◆ ENTRIES PROVIDED
-- -- --
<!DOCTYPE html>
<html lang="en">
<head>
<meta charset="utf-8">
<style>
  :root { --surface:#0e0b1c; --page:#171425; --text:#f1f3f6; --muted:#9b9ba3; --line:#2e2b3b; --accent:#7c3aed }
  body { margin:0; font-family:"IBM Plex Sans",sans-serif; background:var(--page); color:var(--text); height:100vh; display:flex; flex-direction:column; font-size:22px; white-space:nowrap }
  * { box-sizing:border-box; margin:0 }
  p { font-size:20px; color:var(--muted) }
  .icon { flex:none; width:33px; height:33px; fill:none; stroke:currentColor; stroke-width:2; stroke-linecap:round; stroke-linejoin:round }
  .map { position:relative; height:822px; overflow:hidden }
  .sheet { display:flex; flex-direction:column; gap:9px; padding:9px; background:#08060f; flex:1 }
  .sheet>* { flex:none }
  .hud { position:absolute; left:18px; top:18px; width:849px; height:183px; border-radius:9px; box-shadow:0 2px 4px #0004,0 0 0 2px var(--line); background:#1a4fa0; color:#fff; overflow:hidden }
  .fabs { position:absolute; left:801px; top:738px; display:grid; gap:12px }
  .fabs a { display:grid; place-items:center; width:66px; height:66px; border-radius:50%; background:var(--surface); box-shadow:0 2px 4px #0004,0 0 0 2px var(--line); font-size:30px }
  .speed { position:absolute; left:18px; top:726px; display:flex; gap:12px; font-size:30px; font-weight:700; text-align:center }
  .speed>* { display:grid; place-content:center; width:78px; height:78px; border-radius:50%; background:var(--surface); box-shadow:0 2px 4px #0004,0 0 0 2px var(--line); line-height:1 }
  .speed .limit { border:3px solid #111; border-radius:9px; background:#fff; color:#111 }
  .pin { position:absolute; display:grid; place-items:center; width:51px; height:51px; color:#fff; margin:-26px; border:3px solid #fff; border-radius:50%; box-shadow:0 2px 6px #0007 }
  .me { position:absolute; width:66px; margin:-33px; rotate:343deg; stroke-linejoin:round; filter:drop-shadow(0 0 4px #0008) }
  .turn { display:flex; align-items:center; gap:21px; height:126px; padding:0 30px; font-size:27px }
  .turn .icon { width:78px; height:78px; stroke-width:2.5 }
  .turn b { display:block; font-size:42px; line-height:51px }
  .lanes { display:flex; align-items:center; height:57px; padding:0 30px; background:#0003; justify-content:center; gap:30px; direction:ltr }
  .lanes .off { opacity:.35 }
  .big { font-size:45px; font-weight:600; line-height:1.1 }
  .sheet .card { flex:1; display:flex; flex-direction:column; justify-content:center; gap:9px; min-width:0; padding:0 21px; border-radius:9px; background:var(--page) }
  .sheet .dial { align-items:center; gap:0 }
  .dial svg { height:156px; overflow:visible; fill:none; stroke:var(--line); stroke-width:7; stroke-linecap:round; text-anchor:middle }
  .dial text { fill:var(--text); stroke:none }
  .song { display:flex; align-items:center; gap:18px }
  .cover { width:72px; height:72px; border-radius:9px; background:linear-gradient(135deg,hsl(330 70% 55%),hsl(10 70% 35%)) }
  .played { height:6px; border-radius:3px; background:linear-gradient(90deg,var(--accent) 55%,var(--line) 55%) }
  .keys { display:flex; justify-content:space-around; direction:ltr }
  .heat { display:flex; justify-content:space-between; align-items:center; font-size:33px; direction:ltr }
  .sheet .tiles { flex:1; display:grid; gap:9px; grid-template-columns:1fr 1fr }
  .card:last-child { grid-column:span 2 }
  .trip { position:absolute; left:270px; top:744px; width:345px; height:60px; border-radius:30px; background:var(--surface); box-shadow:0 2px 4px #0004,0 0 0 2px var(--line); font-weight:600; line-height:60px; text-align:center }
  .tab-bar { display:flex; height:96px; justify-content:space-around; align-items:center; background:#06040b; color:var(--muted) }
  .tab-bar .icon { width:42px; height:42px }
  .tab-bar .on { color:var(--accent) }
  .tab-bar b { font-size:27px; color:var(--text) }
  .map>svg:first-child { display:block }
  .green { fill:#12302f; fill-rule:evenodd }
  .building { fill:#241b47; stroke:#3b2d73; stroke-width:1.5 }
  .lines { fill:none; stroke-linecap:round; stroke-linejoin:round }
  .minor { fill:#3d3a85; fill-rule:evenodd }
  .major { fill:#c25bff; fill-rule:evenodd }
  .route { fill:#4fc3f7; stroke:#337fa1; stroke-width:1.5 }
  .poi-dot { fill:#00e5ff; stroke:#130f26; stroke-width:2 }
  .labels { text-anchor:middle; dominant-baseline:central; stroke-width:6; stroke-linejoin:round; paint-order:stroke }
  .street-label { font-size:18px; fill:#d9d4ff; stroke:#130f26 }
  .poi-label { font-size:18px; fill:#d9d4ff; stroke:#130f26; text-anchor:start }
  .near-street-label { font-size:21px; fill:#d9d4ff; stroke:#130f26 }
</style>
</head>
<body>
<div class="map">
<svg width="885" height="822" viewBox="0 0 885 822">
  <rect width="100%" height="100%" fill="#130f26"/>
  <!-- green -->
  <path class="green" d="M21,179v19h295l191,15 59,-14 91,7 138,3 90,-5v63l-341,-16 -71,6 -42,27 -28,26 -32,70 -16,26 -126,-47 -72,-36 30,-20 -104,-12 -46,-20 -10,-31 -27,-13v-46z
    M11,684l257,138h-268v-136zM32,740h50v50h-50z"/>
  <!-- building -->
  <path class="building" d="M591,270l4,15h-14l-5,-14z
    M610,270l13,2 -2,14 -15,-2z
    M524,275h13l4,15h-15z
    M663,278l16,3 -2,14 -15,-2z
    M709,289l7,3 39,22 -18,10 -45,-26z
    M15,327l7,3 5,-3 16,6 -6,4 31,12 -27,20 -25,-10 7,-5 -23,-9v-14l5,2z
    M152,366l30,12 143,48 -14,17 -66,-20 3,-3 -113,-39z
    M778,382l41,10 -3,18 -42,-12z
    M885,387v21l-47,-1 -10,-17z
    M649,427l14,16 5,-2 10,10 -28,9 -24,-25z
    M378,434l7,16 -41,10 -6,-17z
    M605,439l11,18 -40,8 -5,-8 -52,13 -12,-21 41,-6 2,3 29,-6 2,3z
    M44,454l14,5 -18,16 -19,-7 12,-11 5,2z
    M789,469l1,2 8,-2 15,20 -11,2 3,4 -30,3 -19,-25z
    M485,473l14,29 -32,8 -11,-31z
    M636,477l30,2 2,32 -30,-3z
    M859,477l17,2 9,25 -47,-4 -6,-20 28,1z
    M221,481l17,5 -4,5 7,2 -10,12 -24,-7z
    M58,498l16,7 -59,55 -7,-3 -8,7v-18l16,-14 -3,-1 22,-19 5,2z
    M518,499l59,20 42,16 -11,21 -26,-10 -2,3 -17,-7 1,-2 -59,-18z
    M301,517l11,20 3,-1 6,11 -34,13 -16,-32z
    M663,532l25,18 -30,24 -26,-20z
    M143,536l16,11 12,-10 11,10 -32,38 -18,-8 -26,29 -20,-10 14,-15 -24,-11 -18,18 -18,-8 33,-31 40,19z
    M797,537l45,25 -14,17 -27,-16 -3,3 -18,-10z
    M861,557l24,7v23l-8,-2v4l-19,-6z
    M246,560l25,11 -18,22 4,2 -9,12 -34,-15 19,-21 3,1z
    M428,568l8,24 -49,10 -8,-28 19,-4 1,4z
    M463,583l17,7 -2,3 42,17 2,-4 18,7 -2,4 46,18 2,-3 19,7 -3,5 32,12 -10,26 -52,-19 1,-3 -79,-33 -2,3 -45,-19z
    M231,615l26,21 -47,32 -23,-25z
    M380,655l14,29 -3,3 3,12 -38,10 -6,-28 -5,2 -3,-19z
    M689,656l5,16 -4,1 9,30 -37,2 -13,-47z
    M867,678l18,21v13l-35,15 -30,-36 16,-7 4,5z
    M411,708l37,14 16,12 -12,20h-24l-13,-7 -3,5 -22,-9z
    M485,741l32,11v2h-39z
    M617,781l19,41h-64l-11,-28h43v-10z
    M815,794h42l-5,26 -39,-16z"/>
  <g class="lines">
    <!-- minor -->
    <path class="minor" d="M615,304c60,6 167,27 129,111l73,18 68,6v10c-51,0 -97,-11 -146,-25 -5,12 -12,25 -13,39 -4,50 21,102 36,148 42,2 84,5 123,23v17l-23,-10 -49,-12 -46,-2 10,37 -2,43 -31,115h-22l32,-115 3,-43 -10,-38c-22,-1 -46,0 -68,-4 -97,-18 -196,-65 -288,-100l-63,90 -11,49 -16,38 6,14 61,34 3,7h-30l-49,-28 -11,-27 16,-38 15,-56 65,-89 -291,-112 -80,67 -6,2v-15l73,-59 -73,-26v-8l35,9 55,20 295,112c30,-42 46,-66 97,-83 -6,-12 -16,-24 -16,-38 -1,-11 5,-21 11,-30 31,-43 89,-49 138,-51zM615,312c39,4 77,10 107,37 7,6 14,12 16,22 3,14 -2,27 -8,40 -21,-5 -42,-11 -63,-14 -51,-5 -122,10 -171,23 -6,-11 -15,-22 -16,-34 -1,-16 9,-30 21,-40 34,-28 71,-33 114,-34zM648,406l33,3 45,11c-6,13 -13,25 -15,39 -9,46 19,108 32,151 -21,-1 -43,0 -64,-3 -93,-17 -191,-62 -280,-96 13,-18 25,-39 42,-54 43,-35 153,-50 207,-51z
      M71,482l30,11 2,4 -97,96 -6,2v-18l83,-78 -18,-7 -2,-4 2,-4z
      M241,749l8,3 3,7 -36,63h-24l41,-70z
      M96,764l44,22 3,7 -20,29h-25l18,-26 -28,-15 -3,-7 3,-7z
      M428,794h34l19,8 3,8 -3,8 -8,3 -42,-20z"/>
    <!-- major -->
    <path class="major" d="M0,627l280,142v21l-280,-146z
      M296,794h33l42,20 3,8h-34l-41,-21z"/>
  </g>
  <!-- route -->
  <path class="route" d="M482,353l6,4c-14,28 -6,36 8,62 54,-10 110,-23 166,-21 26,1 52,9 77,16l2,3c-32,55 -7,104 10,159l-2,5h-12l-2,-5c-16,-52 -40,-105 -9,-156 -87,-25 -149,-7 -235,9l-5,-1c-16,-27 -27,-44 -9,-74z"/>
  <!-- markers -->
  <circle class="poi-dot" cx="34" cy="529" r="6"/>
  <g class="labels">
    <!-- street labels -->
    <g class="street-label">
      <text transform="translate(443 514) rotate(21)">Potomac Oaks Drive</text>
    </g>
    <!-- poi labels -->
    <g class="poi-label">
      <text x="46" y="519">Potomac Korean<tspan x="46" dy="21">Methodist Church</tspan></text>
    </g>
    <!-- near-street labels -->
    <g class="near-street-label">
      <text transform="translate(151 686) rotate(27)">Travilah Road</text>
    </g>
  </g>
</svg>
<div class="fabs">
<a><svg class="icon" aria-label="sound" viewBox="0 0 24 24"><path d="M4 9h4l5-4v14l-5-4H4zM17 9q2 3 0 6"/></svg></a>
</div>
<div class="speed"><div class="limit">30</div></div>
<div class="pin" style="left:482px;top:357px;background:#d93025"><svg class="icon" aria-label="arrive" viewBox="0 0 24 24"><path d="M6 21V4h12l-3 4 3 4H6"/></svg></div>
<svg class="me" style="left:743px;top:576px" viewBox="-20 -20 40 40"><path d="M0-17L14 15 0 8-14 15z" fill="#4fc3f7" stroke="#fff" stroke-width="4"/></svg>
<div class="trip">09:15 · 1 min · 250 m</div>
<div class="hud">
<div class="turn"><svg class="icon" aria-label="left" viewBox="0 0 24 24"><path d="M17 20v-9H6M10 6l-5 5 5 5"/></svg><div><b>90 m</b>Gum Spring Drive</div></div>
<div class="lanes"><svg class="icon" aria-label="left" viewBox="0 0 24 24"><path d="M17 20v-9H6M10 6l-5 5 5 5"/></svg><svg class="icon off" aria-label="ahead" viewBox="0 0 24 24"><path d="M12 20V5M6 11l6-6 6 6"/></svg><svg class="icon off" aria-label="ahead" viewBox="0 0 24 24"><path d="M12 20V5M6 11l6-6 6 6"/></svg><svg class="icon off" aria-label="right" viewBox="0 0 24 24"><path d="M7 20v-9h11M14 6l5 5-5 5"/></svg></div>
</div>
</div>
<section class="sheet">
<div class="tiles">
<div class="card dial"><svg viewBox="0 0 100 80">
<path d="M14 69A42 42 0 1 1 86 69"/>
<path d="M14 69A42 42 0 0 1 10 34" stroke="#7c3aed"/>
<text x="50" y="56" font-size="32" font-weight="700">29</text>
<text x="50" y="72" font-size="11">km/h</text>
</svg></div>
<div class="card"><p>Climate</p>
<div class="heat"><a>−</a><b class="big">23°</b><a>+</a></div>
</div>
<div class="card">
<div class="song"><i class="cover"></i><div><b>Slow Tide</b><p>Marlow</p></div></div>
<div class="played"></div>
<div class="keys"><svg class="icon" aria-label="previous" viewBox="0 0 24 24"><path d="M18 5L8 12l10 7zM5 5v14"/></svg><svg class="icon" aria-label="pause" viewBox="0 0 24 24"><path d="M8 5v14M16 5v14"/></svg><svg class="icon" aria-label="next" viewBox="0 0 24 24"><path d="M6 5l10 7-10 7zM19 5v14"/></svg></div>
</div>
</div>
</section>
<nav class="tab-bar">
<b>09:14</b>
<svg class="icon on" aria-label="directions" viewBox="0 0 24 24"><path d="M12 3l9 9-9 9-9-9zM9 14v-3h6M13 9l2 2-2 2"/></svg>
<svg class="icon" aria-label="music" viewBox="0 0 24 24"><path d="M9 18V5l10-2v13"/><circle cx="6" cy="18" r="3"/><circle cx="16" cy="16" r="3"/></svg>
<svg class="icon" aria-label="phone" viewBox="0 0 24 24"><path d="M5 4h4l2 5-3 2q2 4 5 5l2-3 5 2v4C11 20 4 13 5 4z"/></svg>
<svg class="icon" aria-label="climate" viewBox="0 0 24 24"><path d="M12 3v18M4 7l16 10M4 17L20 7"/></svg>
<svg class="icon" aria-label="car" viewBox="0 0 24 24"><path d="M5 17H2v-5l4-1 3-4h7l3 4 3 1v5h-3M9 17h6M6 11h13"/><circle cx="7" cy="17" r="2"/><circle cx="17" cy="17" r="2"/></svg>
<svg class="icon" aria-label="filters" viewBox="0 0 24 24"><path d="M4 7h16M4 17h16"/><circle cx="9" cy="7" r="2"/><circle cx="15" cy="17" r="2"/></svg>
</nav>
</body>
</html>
-- -- --
◆ WHAT THE TASK ASKS
The response consists of the lines above that contain "fabs".

◆ RESPONSE FOR THIS EXERCISE
  .fabs { position:absolute; left:801px; top:738px; display:grid; gap:12px }
  .fabs a { display:grid; place-items:center; width:66px; height:66px; border-radius:50%; background:var(--surface); box-shadow:0 2px 4px #0004,0 0 0 2px var(--line); font-size:30px }
<div class="fabs">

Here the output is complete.